The last section of the nephron is called the collecting tubule. Sodium channel blockers and aldestron antagonistic diuretics act here.
At each site along the nephron tubule certain molecules are able to permeate the wall and leak out into the interstecium. These molecules will be reabsorbed into the peritubule capilary and be returned to the peristemic blood supply.
Now we will zoom inside the tubule and then show the molecular details of reabsorption. This is a single layer of cells making up the tubule wall. Ions and water molecules flow through the tubule.

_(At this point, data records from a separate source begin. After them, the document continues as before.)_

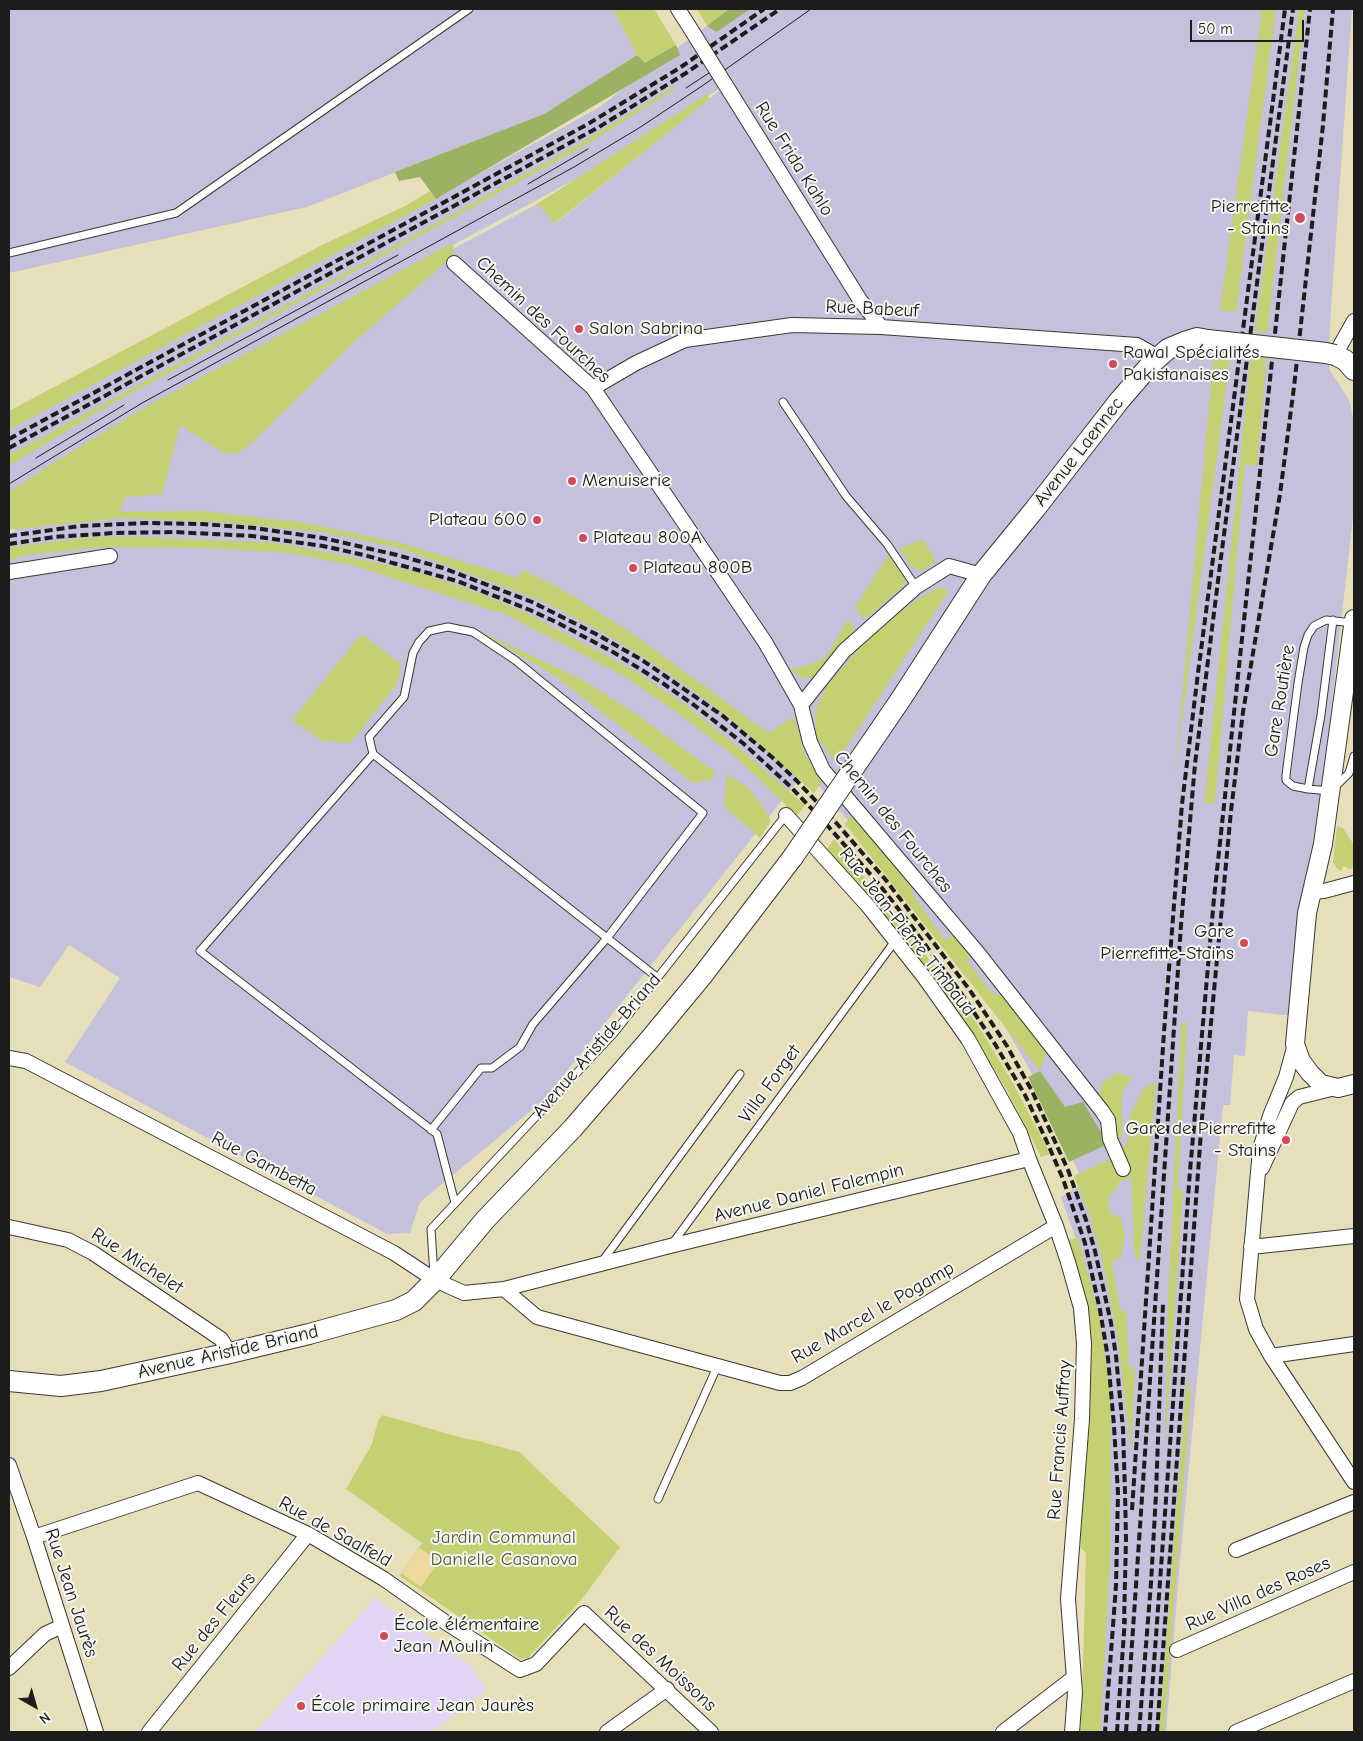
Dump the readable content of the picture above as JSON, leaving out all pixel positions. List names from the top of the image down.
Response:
{
  "streets": {
    "main road": ["Avenue Laennec", "Avenue Aristide Briand"],
    "street": [
      "Rue Frida Kahlo",
      "Rue Babeuf",
      "Chemin des Fourches",
      "Rue Jean-Pierre Timbaud",
      "Rue Gambetta",
      "Avenue Daniel Falempin",
      "Rue Michelet",
      "Rue Marcel le Pogamp",
      "Rue Francis Auffray",
      "Rue de Saalfeld",
      "Rue Jean Jaurès",
      "Rue Villa des Roses",
      "Rue des Fleurs",
      "Rue des Moissons"
    ],
    "lane": ["Gare Routière", "Villa Forget"]
  },
  "crossings": [
    ["Rue Frida Kahlo", "Rue Babeuf"],
    ["Rue Babeuf", "Chemin des Fourches"],
    ["Rue Babeuf", "Avenue Laennec"],
    ["Avenue Laennec", "Avenue Aristide Briand"],
    ["Rue Jean-Pierre Timbaud", "Avenue Aristide Briand"],
    ["Rue Jean-Pierre Timbaud", "Villa Forget"],
    ["Rue Jean-Pierre Timbaud", "Avenue Daniel Falempin"],
    ["Rue Jean-Pierre Timbaud", "Rue Francis Auffray"],
    ["Avenue Aristide Briand", "Rue Gambetta"],
    ["Avenue Aristide Briand", "Rue Michelet"],
    ["Villa Forget", "Avenue Daniel Falempin"],
    ["Rue Gambetta", "Avenue Daniel Falempin"],
    ["Rue Gambetta", "Rue Marcel le Pogamp"],
    ["Avenue Daniel Falempin", "Rue Marcel le Pogamp"],
    ["Avenue Daniel Falempin", "Rue Francis Auffray"],
    ["Rue Marcel le Pogamp", "Rue Francis Auffray"],
    ["Rue de Saalfeld", "Rue Jean Jaurès"],
    ["Rue de Saalfeld", "Rue des Fleurs"],
    ["Rue de Saalfeld", "Rue des Moissons"]
  ],
  "parks": ["Jardin Communal Danielle Casanova"],
  "places": [
    "Pierrefitte - Stains",
    "Salon Sabrina",
    "Rawal Spécialités Pakistanaises",
    "Menuiserie",
    "Plateau 600",
    "Plateau 800A",
    "Plateau 800B",
    "Gare Pierrefitte-Stains",
    "Gare de Pierrefitte - Stains",
    "École élémentaire Jean Moulin",
    "École primaire Jean Jaurès"
  ],
  "scale_bar": "50 m",
  "north": "bottom right"
}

This image shows a single cell layer making up the wall of the ascending limb of the nephron. This sodium reabsorption is driven by the sodium potassium ATPase transporter on the antiluminal membrane.
For every three sodium ions moving out of the cell to the interstetium, two potassium ions move from the interstetium to the inside of the cell. This causes a deffecite of the sodium within the cell. This deficite is madeup by the sodiumm potassium chloride transporter on the luminal membrane of the cell. This transporter moves one potassium, one sodium and two chloride ions from the lumen into the wall of the nephron. The potassium and chloride ions move down their concentration gradients through their respective channels. The potassium returns to the lumen via a potassium channel. The chloride is removed to the interstecium through a chloride channel. The net result is a continuing transport of three sodium ions and six chloride ions from the luminal fluid into the interstetium. This sodium is reabsorbed into the circulation. Because of the secretion of potassium, a positive voltage is generated in the lumin, resulting in reabsorption of positive ions through the pericellular junction.

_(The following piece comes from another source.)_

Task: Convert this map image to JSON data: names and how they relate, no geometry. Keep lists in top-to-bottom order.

When the sodium potassium chloride transporter is blocked by the loop diuretics, the sodium potassium exchange begins. But the sodium deficit can not be replaced by the sodium from the lumen. This blocks the overall re-absorption of sodium from this site and the nephron. The net result is greater excretion of sodium, Chloride, Potassium, Magnesium, Calcium in the presence of the loop diuretics.
Then next site for diuretic action is the distal convoluted tubule. This is where the thiazide diuretics act.

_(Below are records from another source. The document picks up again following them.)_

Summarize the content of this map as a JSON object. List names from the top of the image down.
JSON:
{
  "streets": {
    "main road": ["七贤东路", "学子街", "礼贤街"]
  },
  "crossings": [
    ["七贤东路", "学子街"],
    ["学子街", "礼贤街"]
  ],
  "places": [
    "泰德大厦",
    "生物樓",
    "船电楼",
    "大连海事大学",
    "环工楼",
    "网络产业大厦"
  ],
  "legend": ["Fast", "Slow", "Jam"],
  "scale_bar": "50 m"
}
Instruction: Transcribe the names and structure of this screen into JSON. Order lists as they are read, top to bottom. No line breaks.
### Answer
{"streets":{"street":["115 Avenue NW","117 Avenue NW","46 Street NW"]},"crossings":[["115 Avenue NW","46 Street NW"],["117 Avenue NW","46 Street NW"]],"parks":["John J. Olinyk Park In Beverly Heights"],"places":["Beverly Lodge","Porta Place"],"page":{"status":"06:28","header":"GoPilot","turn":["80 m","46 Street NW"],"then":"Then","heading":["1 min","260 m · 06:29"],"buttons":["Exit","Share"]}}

The transporters present in the distal convoluted tubule are slightly different for those described in the ascending limb. In the distal convoluted tubule, the sodium chloride co-transporter replaces the sodium deficit caused by the sodium potassium ATPase. The chloride is reabsorbed through chloride channels and the potassium returns to the interstetium through a potassium channel. This sequence results in overall sodium and chloride re-absorption.
However, the thiazide diuretics bind at the chloride binding site and block the sodium chloride co-transporter. This blocks sodium and chloride re-absorption resulting in net excretion of sodium and chloride.
The last site for diuretic action is the connecting and collecting tubules. This is where the sodium channel inhibitors act.
Again, the transporters present in the collecting tubule are slightly different than at the other sites of the nephron. At this site the same sodium potassium exchange occurs on the antiluminal membrane. However, the sodium is replaced at this site by the sodium channels on the luminal membrane and potassium excretion is completed by transport through potassium channels on the luminal membrane. This continuing exchange results in overall sodium reabsorption and potassium excretion.
When the sodium channel inhibitors are present they block the sodium channel. The prevents the continual re-absorption of sodium and also prevents the overall excretion of potassium. This is why sodium channel inhibitors are called potassium sparing.
Thus, all of the diuretic agents described directly decrease the reabsorption of sodium by blocking specific ion transporters in the various segments of the nephron tubule. This indirectly affects re-absorption and excretion of water and other ions as described for each type of diuretic.